Blog de Víctor José López /Periodista

miércoles, 12 de junio de 2013

El primer ministro Erdogan se juega su futuro político.


     
Los turcos derriban el muro











Estambul y Ankara, se abrazan a la historia y  sus manifestantes  no ceden, pese a la represión policial en la plaza Taksim. 
La llamada Primavera Árabe tenía motivaciones distintas a las que podrían tener ahora los turcos, pero en el fondo ambas persiguen lo mismo: la libertad. En otras palabras, luchar contra la opresión.
 Y el primer ministro turco, Recep Tayyip Erdogan, parece encarnar una nueva forma de opresión, distinta en lo político, pero igual de desproporcionada en lo militar a las de los dictadores árabes Ben Alí en Túnez, Muamar Gadafi en Libia, Hosni Mubarak en Egipto y Baschar Al Assad en Siria.

Las plazas, esas que son el corazón de los pueblos, vuelven a ser el escenario de una manifestación masiva y contundente de cientos de miles de personas que no parecen dispuestas a prolongar el periodo de los dictadores.

Y Erdogan es quien sigue en la lista, pese a tener todo a su favor para convertirse en un gran "reformador", como esperaban los turcos lo fuera.

Los inmejorables resultados de la economía turca en la última década y su pragmatismo frente a la crisis árabe le habían generado un halo de liderazgo y reconocimiento entre sectores políticos y sociales, tantos, que el propio Erdogan se dio licencia para gobernar a su antojo y hasta proponer cambiar la Constitución para poder reelegirse hasta 2023.

Ahora, acosado por sus más inmediatos rivales dentro de su propio partido, paradójicamente llamado de "la Justicia y el Desarrollo", el primer ministro turco recibe en las calles de las principales ciudades un golpe contundente a su prestigio, pero sobre todo a su ego y su arrogancia.

No son los árboles centenarios que se piensan derribar en la plaza Taksim, para darle paso a un complejo comercial, los que llevaron a los turcos a levantarse contra el Gobierno.

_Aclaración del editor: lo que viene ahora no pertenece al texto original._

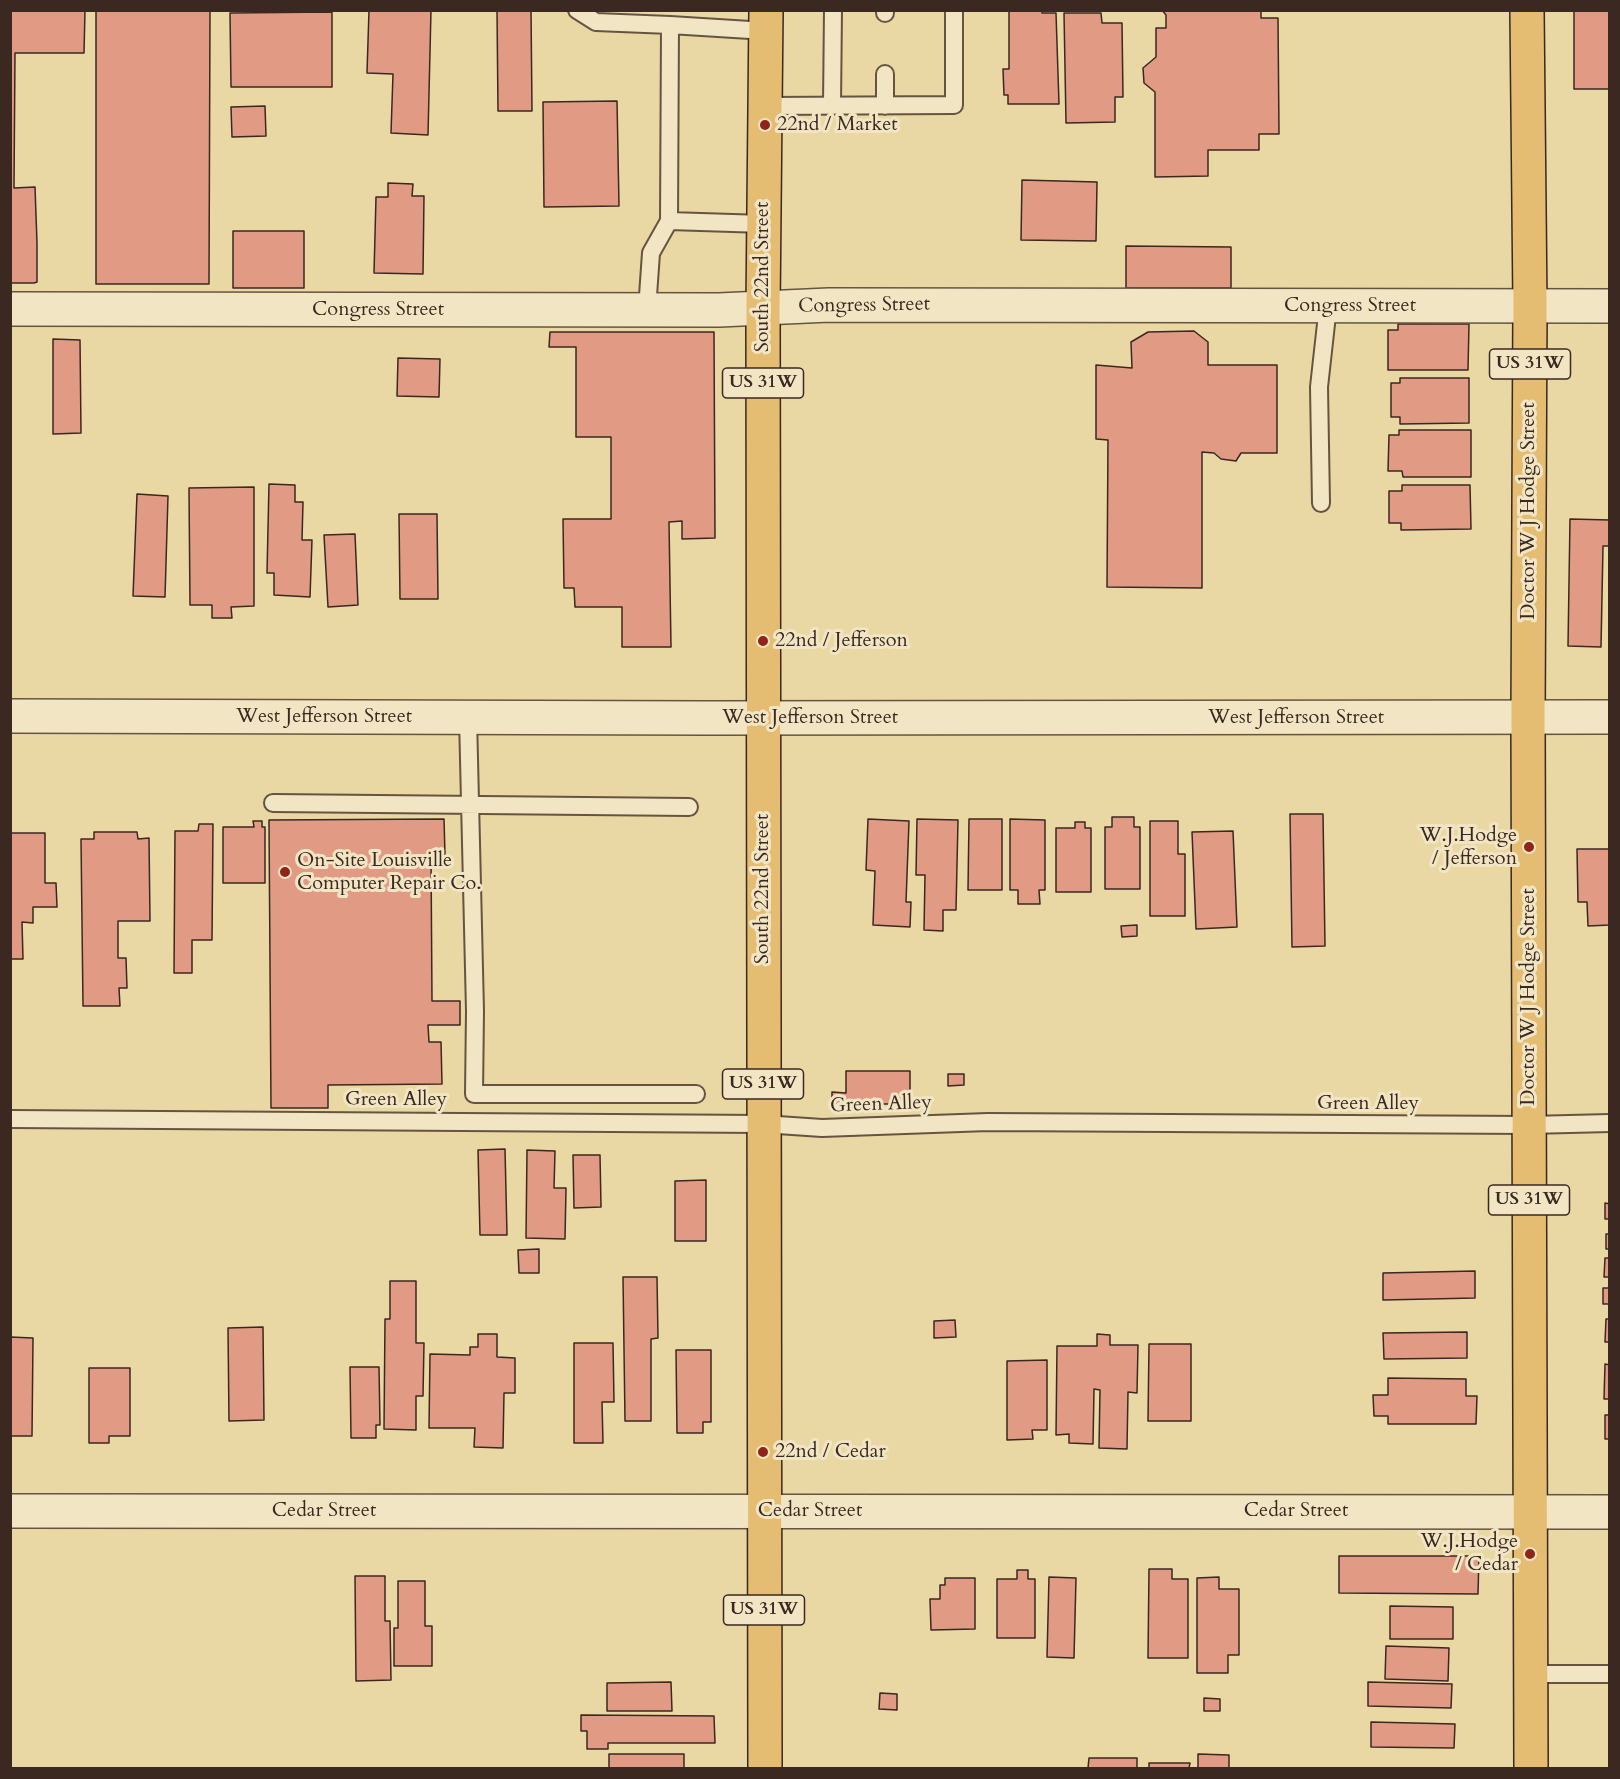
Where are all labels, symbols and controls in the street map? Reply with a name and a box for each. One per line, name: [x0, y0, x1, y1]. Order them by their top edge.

No. Fueron otros los motivos. Las restricciones a las libertades individuales y la intromisión del gobierno en asuntos propios de la intimidad de las familias rompieron el muro de la tolerancia y dieron paso a la indignación colectiva.

Después fue el propio Erdogan el que abonó el terreno a una gran revuelta social que ni la fuerza bruta de sus ejércitos ha podido controlar, por más agua a chorros que sale de los antimotines y los gases lacrimógenos que expelen sus armas.

Los cuatro muertos que van en poco más de una semana de refriegas y los cientos de heridos durante los enfrentamientos con la Fuerza Pública son ya un costo muy alto para el primer ministro turco.

La comunidad internacional, de paso, le comienza a cobrar la brutalidad con la que ha querido recuperar la tranquilidad de los turcos.

Alemania, la voz de mando dentro de la Unión Europea, a la que aspira ingresar Turquía, ha demandado el respeto a la protesta de los turcos y clamado por la defensa de los derechos humanos de los manifestantes.

La velocidad con la que vienen cambiando los hechos en Estambul y Ankara, con viento a favor de los miles de ciudadanos que siguen protestando pese a la represión policial, puede convertirse en el comienzo de una "Primavera turca", así Erdogan quiera desconocerla.

No podrá desconocer, eso sí, sus propias palabras cuando las revueltas eran en el vecindario, en Túnez y Egipto.

Para entonces, Erdogan, el "reformador", les dijo a los dictadores de turno que "los gobiernos deben obtener su legitimidad de la voluntad del pueblo. Un líder que mata a su pueblo, pierde esa legitimidad".

¿La perdió Erdogan?


La respuesta la tienen los miles de turcos que siguen en las calles, dispuestos a vivir su propia "primavera".